Le case automobilistiche dovranno coprire i costi della raccolta e del trattamento dei veicoli fuori uso in tutto il territorio dell’Unione europea.
Arriva il passaporto digitale dei veicoli
A sei anni dall’entrata in vigore delle norme, ogni veicolo immesso sul mercato dovrà essere dotato di un passaporto digitale di circolarità. Il documento sarà interoperabile e, quando possibile, integrato con altri passaporti ambientali già esistenti.
Tra le informazioni obbligatorie sarà incluso anche un catalogo ufficiale dei pezzi di ricambio, con l’obiettivo di facilitare il riutilizzo dei componenti e migliorare la trasparenza lungo l’intero ciclo di vita del veicolo.
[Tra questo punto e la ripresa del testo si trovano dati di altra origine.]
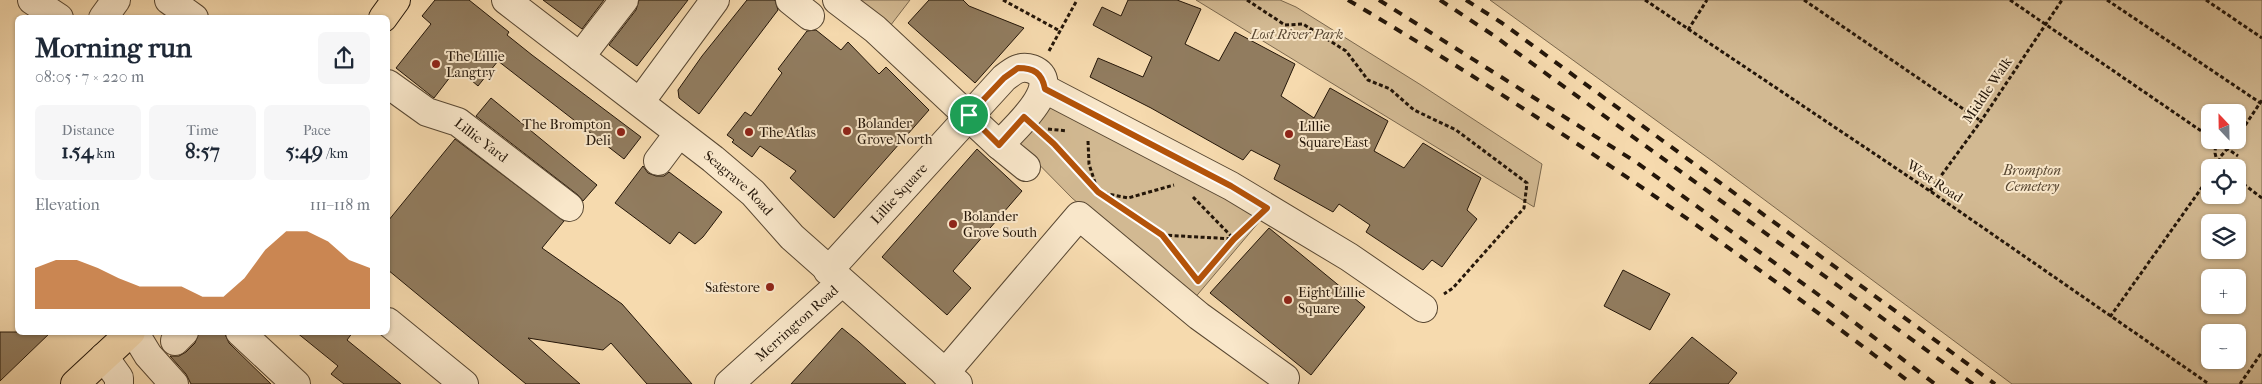 <!DOCTYPE html>
<html lang="en">
<head>
<meta charset="utf-8">
<style>
	body { margin:0; font-family:"IM FELL French Canon",serif; background:#f6f6f7; color:#1f2937; height:100vh; display:flex; flex-direction:column; font-size:19px; white-space:nowrap }
	* { box-sizing:border-box; margin:0 }
	p { font-size:16px; color:#747a83 }
	.icon { flex:none; width:28px; height:28px; fill:none; stroke:currentColor; stroke-width:2; stroke-linecap:round; stroke-linejoin:round }
	.map { position:relative; flex:1; overflow:hidden }
	.sheet { position:absolute; left:15px; top:15px; width:375px; height:320px; display:flex; flex-direction:column; background:#fff; border-radius:8px; box-shadow:0 1px 4px #0004 }
	.sheet>* { flex:none }
	.needle { width:32px; rotate:338deg }
	.controls { position:absolute; left:2201px; top:104px; display:grid; gap:10px }
	.controls a { display:grid; place-items:center; width:45px; height:45px; border-radius:8px; background:#fff; box-shadow:0 1px 4px #0004; font-size:25px }
	.pin { position:absolute; display:grid; place-items:center; width:42px; height:42px; color:#fff; margin:-21px; border:2px solid #fff; border-radius:50%; box-shadow:0 1px 5px #0007 }
	.round { display:grid; place-items:center; flex:none; width:52px; height:52px; border-radius:8px; background:#f6f6f7 }
	.headline { display:flex; align-items:center; justify-content:space-between; height:85px; padding:0 20px }
	h1 { font-size:28px; font-weight:700; line-height:38px }
	.stats { display:grid; grid-template-columns:repeat(3,1fr); gap:8px; height:85px; padding:5px 20px }
	.stats div { display:grid; align-content:center; border-radius:8px; background:#f6f6f7; text-align:center }
	.stats b { font-size:21px; font-weight:700 }
	.stats small { font-size:14px; font-weight:400 }
	.stats p { font-size:14px }
	.chart { height:140px; padding:10px 20px }
	.chart p { display:flex; justify-content:space-between }
	.chart svg { width:100%; height:90px; margin-top:5px; fill:#b45309; opacity:.7 }
	.map>svg:first-child { display:block }
	.green { fill:#d2b992; stroke:#7b684e; fill-rule:evenodd }
	.building { fill:#917c5f; stroke:#241609 }
	.lines { fill:none; stroke-linecap:round; stroke-linejoin:round }
	.minor-casing { stroke:#584732; stroke-width:30 }
	.major-casing { stroke:#241609; stroke-width:30 }
	.path { stroke:#241609; stroke-width:3; stroke-dasharray:4 2.5; stroke-linecap:butt }
	.minor { stroke:#f9e7ca; stroke-width:28 }
	.major { stroke:#f6daae; stroke-width:28 }
	.rail { stroke:#241609; stroke-width:4; stroke-dasharray:9 9; stroke-linecap:butt }
	.route-casing { stroke:#fff; stroke-width:10 }
	.route { stroke:#b45309; stroke-width:6 }
	.poi-dot { fill:#8f2418; stroke:#f9e7ca; stroke-width:2 }
	.labels { text-anchor:middle; stroke-width:4; stroke-linejoin:round; paint-order:stroke }
	.park-label { font-size:14px; font-style:italic; fill:#584732; stroke:#f9e7ca }
	.poi-label { font-size:14px; fill:#241609; stroke:#f9e7ca; text-anchor:start }
	.street-label { font-size:14px; fill:#241609; stroke:#f9e7ca }
</style>
</head>
<body>
<div class="map">
<svg width="2262" height="384" viewBox="0 0 2262 384">
	<rect width="100%" height="100%" fill="#f6daae"/>
	<filter id="stains"><feTurbulence type="fractalNoise" baseFrequency=".004" numOctaves="4"/><feColorMatrix values="0 0 0 0 .2 0 0 0 0 .09 0 0 0 0 .02 0 0 0 .5 -.17"/></filter>
	<radialGradient id="worn" r=".72"><stop offset=".6" stop-color="#630" stop-opacity="0"/><stop offset="1" stop-color="#630" stop-opacity=".3"/></radialGradient>
	<!-- green -->
	<path class="green" d="M848 0H910L887 30Z
		M1196 0H1280L1296 7 1421 85 1542 164 1534 207Z
		M1490 0H2262V384H2012L1715 163ZM2210 112H2238V140H2210ZM2210 168H2238V195H2210ZM2210 222H2238V250H2210ZM2210 278H2238V305H2210ZM2210 332H2238V360H2210Z
		M1049 99 1264 216 1193 300 1072 198 1014 139Z"/>
	<!-- building -->
	<path class="building" d="M435 0H469L509 32 507 35 532 55 641 137 624 159 498 61 478 86 457 68 434 98 396 68 431 24 422 16Z
		M543 0H604L582 29Z
		M639 0H688L637 66 609 45 636 10Z
		M747 0H775L778 10 699 114 679 98 678 90 702 56Z
		M929 0H963L969 6 1024 28 975 83 908 23Z
		M1128 0H1177L1201 9 1185 44 1219 61 1235 32 1295 64 1281 96 1314 118 1330 88 1388 121 1374 151 1404 168 1423 143 1481 178 1467 210 1477 219 1442 267 1432 260 1423 270 1366 232 1370 225 1339 204 1333 212 1274 179 1280 165 1251 150 1243 160 1151 108 1090 77 1098 58 1143 77 1152 57 1093 25 1102 7 1121 16Z
		M816 30 841 50 848 42 879 74 886 67 929 110 834 218 790 178 796 171 760 146 752 157 732 142 734 140 727 135 745 112 751 116 782 73 778 69 807 31Z
		M491 98 597 185 583 201 578 195 476 116Z
		M455 139 564 221 542 248 622 304 692 384H647L611 343 603 350 528 338 580 384H526L388 270V221Z
		M977 149 1022 191 953 271 971 288 947 315 882 257Z
		M643 166 648 173 656 176H664L669 172 722 212 703 237 695 244 679 232 670 244 615 203Z
		M1269 228 1365 307 1311 375 1210 293Z
		M1623 270 1670 294 1650 330 1604 306Z
		M842 328 859 342 906 384H791Z
		M0 332H51L0 381Z
		M199 332H224L229 343 271 384H191L186 374 170 356H179L186 352 195 343Z
		M296 332H353L347 340 401 384H344L331 374 338 366Z
		M1692 337 1737 373 1728 384H1649Z"/>
	<g class="lines">
		<!-- minor casing -->
		<g class="minor-casing">
			<g id="minor">
				<path d="M32 0 59 18"/>
				<path d="M169 0 194 18"/>
				<path id="s1" d="M506 0 713 159 753 193 792 237 958 384"/>
				<path d="M790 0 810 16"/>
				<path d="M837 0 875 29 999 145 1026 167"/>
				<path d="M103 18 116 0"/>
				<path d="M580 57 624 0"/>
				<path id="s2" d="M388 84 427 112 458 122 569 207"/>
				<path d="M1045 89 1231 186 1349 257 1423 308"/>
				<path d="M640 102 715 0"/>
				<path d="M658 161 679 133"/>
				<path id="s3" d="M828 271 1004 78C1013 71 1020 65 1032 69 1067 83 1012 131 999 145"/>
				<path d="M388 322 464 384"/>
				<path d="M134 332 148 355 174 384"/>
				<path d="M240 332 296 384"/>
				<path d="M175 341 184 332"/>
				<path d="M104 357 119 378V384"/>
				<path d="M945 373 1079 216 1199 316 1285 378"/>
				<path id="s4" d="M729 384 842 282"/>
			</g>
		</g>
		<!-- major casing -->
		<g class="major-casing">
			<path id="major" d="M383 18 396 0
				M75 384 131 332"/>
		</g>
		<!-- path -->
		<path class="path" d="M1003 0 1060 31
			M1247 0 1285 25 1303 24 1346 51 1368 80 1390 89 1414 110 1456 130 1527 183 1524 208 1453 288 1444 294
			M1645 0 1930 191 2209 384
			M1804 0 1981 121
			M2010 0 2210 137
			M2107 0 2262 104
			M2206 0 2262 38
			M1688 30 1707 0
			M1049 51 1077 0
			M1048 129 1067 131
			M1044 134 1098 192 1162 235 1234 239 1249 225
			M2238 136 2262 100
			M2215 140 2238 156
			M2216 140 2215 153 2218 165 2220 168
			M1088 141 1089 164 1098 192 1128 198 1174 185
			M2216 168 2221 156 2235 140
			M2238 180 2262 198
			M1930 191 1981 121 2062 0
			M1193 197 1234 239 1198 281
			M1163 236 1194 276
			M2110 317 2210 176
			M2240 384 2262 352"/>
		<!-- minor -->
		<use href="#minor" class="minor"/>
		<!-- major -->
		<use href="#major" class="major"/>
		<!-- rail -->
		<path class="rail" d="M1348 0C1544 116 1732 245 1912 384
			M1379 0 1636 162 1816 293 1935 384
			M1440 0 1493 35 1973 384
			M1466 0 1502 23 1995 384"/>
	</g>
	<g class="lines">
		<!-- route casing -->
		<g class="route-casing">
			<path id="route" d="M1018 68C1034 68 1042 73 1045 89L1231 186 1267 208 1234 239 1198 281 1162 235 1098 192 1054 144 1024 117 999 145 969 115 1004 78Z"/>
		</g>
		<!-- route -->
		<use href="#route" class="route"/>
	</g>
	<!-- markers -->
	<g class="poi-dot">
		<circle cx="436" cy="64" r="5"/>
		<circle cx="847" cy="131" r="5"/>
		<circle cx="621" cy="132" r="5"/>
		<circle cx="749" cy="132" r="5"/>
		<circle cx="1289" cy="134" r="5"/>
		<circle cx="953" cy="224" r="5"/>
		<circle cx="770" cy="287" r="5"/>
		<circle cx="1288" cy="300" r="5"/>
	</g>
	<g class="labels">
		<!-- park labels -->
		<g class="park-label">
			<text x="1297" y="39">Lost River Park</text>
			<text x="2032" y="175">Brompton<tspan x="2032" dy="16">Cemetery</tspan></text>
		</g>
		<!-- poi labels -->
		<g class="poi-label">
			<text x="446" y="61">The Lillie<tspan x="446" dy="16">Langtry</tspan></text>
			<text x="857" y="128">Bolander<tspan x="857" dy="16">Grove North</tspan></text>
			<text x="611" y="129" text-anchor="end">The Brompton<tspan x="611" dy="16">Deli</tspan></text>
			<text x="1299" y="131">Lillie<tspan x="1299" dy="16">Square East</tspan></text>
			<text x="759" y="137">The Atlas</text>
			<text x="963" y="221">Bolander<tspan x="963" dy="16">Grove South</tspan></text>
			<text x="760" y="292" text-anchor="end">Safestore</text>
			<text x="1298" y="297">Eight Lillie<tspan x="1298" dy="16">Square</tspan></text>
		</g>
		<!-- street labels -->
		<g class="street-label">
			<text transform="translate(1987 90) rotate(-56)" y="5">Middle Walk</text>
			<text dy="5" stroke="none"><textPath href="#s2" startOffset="110">Lillie Yard</textPath></text>
			<text transform="translate(1935 181) rotate(34)" y="5">West Road</text>
			<text dy="5" stroke="none"><textPath href="#s1" startOffset="296">Seagrave Road</textPath></text>
			<text dy="5" stroke="none"><textPath href="#s3" startOffset="105">Lillie Square</textPath></text>
			<text dy="5" stroke="none"><textPath href="#s4" startOffset="91">Merrington Road</textPath></text>
		</g>
	</g>
	<rect width="100%" height="100%" filter="url(#stains)"/>
	<rect width="100%" height="100%" fill="url(#worn)"/>
</svg>
<div class="controls">
<a><svg class="needle" viewBox="-14 -14 28 28"><path d="M0-13l5 13h-10z" fill="#e53935"/><path d="M0 13l5-13h-10z" fill="#747a83"/></svg></a>
<a><svg class="icon" aria-label="locate" viewBox="0 0 24 24"><circle cx="12" cy="12" r="6"/><path d="M12 2v4M12 18v4M2 12h4M18 12h4"/></svg></a>
<a><svg class="icon" aria-label="layers" viewBox="0 0 24 24"><path d="M12 4l9 5-9 5-9-5zM3 14l9 5 9-5"/></svg></a>
<a>+</a>
<a>−</a>
</div>
<div class="pin" style="left:969px;top:115px;background:#1e9e55"><svg class="icon" aria-label="arrive" viewBox="0 0 24 24"><path d="M6 21V4h12l-3 4 3 4H6"/></svg></div>
<section class="sheet">
<div class="headline"><div><h1>Morning run</h1><p>08:05 · 7 × 220 m</p></div><a class="round"><svg class="icon" aria-label="share" viewBox="0 0 24 24"><path d="M12 15V3M7 8l5-5 5 5M5 13v7h14v-7"/></svg></a></div>
<div class="stats">
<div><p>Distance</p><b>1.54<small> km</small></b></div>
<div><p>Time</p><b>8:57</b></div>
<div><p>Pace</p><b>5:49<small> /km</small></b></div>
</div>
<div class="chart"><p><span>Elevation</span>111–118 m</p>
<svg viewBox="0 0 160 44" preserveAspectRatio="none"><path d="M0 44V24L10 20L20 20L30 24L40 29L50 33L60 33L70 33L80 38L90 38L100 29L110 15L120 6L130 6L140 11L150 20L160 24V44z"/></svg>
</div>
</section>
</div>
</body>
</html>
Più dati pubblici su immatricolazioni e rottamazioni
Il regolamento prevede anche nuovi obblighi di trasparenza per gli Stati membri.
Dopo tre anni dall’entrata in vigore, i Paesi Ue dovranno rendere disponibili dati aggregati annuali su:

numero di veicoli immatricolati;
veicoli immessi per la prima volta sul mercato;
veicoli fuori uso raccolti e trattati;
certificati di rottamazione rilasciati.

I dati dovranno essere forniti secondo il formato stabilito dalla Commissione europea e basati sulle informazioni trasmesse da produttori e operatori del settore.